======== Data to process
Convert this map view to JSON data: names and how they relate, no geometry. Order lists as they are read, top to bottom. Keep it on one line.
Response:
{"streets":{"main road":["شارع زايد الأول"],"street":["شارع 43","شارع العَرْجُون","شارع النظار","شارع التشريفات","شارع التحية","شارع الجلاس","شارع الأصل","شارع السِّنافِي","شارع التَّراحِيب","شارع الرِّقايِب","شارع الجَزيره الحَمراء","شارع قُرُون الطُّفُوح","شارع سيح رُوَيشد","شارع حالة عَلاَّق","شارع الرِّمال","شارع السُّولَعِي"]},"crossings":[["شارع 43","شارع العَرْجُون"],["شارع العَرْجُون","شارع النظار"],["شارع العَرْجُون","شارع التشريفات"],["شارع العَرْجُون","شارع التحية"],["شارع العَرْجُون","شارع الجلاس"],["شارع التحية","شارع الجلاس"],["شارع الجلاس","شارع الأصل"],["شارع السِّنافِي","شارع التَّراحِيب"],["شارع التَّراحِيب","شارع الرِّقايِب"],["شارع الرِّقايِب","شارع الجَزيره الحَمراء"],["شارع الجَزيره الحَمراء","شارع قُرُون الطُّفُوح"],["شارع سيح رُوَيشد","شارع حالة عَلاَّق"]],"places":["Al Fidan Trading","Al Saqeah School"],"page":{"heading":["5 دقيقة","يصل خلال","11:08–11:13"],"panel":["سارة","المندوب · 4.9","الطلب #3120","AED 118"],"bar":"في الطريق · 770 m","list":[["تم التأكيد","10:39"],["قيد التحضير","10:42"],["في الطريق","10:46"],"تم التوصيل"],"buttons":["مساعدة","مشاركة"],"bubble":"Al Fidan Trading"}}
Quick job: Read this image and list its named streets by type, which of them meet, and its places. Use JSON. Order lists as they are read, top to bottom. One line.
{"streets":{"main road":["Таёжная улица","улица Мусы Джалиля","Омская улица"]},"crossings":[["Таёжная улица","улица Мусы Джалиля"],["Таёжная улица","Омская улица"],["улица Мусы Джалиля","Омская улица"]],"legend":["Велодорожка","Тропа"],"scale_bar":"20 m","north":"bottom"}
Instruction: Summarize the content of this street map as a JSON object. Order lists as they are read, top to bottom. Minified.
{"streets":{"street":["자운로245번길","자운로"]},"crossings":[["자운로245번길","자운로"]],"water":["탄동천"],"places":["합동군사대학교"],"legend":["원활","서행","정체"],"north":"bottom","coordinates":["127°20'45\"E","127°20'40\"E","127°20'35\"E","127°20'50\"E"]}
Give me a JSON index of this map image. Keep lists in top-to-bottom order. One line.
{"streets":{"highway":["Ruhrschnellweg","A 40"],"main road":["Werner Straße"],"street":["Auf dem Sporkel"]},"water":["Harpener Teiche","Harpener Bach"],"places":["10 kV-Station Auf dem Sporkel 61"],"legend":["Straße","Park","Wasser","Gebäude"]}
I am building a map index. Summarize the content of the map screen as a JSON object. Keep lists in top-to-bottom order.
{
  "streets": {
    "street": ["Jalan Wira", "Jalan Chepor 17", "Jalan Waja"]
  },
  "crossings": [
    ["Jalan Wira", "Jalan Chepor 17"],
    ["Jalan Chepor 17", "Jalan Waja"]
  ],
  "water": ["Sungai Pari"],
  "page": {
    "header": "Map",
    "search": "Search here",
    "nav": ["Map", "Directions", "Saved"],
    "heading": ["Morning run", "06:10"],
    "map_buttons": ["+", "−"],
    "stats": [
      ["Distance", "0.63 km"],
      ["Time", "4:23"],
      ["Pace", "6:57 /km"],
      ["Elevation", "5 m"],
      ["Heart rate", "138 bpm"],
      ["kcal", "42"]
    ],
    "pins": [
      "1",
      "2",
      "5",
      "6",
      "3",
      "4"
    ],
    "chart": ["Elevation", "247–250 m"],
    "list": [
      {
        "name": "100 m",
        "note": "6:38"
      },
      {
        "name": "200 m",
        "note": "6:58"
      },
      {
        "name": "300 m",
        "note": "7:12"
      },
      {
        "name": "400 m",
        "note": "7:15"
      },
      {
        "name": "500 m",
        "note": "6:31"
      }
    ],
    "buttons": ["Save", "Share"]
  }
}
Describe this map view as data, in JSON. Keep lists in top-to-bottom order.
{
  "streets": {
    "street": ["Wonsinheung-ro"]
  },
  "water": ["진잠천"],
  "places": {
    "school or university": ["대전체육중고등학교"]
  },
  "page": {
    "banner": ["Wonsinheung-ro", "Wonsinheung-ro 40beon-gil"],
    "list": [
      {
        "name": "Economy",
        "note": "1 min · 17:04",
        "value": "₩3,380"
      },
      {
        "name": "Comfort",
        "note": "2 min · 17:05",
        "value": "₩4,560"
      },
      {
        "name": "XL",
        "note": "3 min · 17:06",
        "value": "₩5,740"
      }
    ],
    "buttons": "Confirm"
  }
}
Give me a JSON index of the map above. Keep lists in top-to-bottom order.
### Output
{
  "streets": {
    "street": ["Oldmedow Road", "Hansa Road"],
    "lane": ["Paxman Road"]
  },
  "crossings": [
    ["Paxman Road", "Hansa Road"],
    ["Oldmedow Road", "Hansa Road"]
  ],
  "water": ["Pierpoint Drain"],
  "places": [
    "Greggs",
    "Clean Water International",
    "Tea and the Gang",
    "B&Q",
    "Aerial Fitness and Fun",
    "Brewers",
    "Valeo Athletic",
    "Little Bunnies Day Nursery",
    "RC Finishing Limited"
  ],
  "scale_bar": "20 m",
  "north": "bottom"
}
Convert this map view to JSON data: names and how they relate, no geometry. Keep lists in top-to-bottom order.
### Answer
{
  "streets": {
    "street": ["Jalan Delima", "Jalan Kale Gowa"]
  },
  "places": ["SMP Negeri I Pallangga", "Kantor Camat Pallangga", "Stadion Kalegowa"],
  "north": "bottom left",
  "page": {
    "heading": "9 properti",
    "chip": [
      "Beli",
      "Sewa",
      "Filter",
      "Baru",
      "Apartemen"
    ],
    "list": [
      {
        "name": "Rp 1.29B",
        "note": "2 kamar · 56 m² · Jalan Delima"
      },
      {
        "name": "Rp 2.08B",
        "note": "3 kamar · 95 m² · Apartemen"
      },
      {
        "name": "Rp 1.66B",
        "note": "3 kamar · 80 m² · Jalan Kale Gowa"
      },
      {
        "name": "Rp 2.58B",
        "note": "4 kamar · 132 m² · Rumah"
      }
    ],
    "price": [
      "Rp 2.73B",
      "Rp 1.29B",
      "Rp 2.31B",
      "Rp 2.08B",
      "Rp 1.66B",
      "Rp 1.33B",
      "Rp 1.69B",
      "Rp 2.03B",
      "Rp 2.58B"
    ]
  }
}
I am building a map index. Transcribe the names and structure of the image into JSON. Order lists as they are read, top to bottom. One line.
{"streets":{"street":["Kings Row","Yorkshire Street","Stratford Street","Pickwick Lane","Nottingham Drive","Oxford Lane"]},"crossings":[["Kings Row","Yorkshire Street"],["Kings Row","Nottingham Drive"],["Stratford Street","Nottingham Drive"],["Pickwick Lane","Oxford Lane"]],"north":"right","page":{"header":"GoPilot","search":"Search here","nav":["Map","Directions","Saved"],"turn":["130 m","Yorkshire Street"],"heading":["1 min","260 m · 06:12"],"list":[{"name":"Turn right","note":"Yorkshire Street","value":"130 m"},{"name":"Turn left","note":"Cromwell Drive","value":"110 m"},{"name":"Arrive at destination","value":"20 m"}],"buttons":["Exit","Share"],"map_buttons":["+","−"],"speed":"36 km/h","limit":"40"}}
================
Each line of the records that contains the string "geometry" must be copied.

Convert this map view to JSON data: names and how they relate, no geometry. Order lists as they are read, top to bottom. Keep it on one line.
Convert this map view to JSON data: names and how they relate, no geometry. Keep lists in top-to-bottom order.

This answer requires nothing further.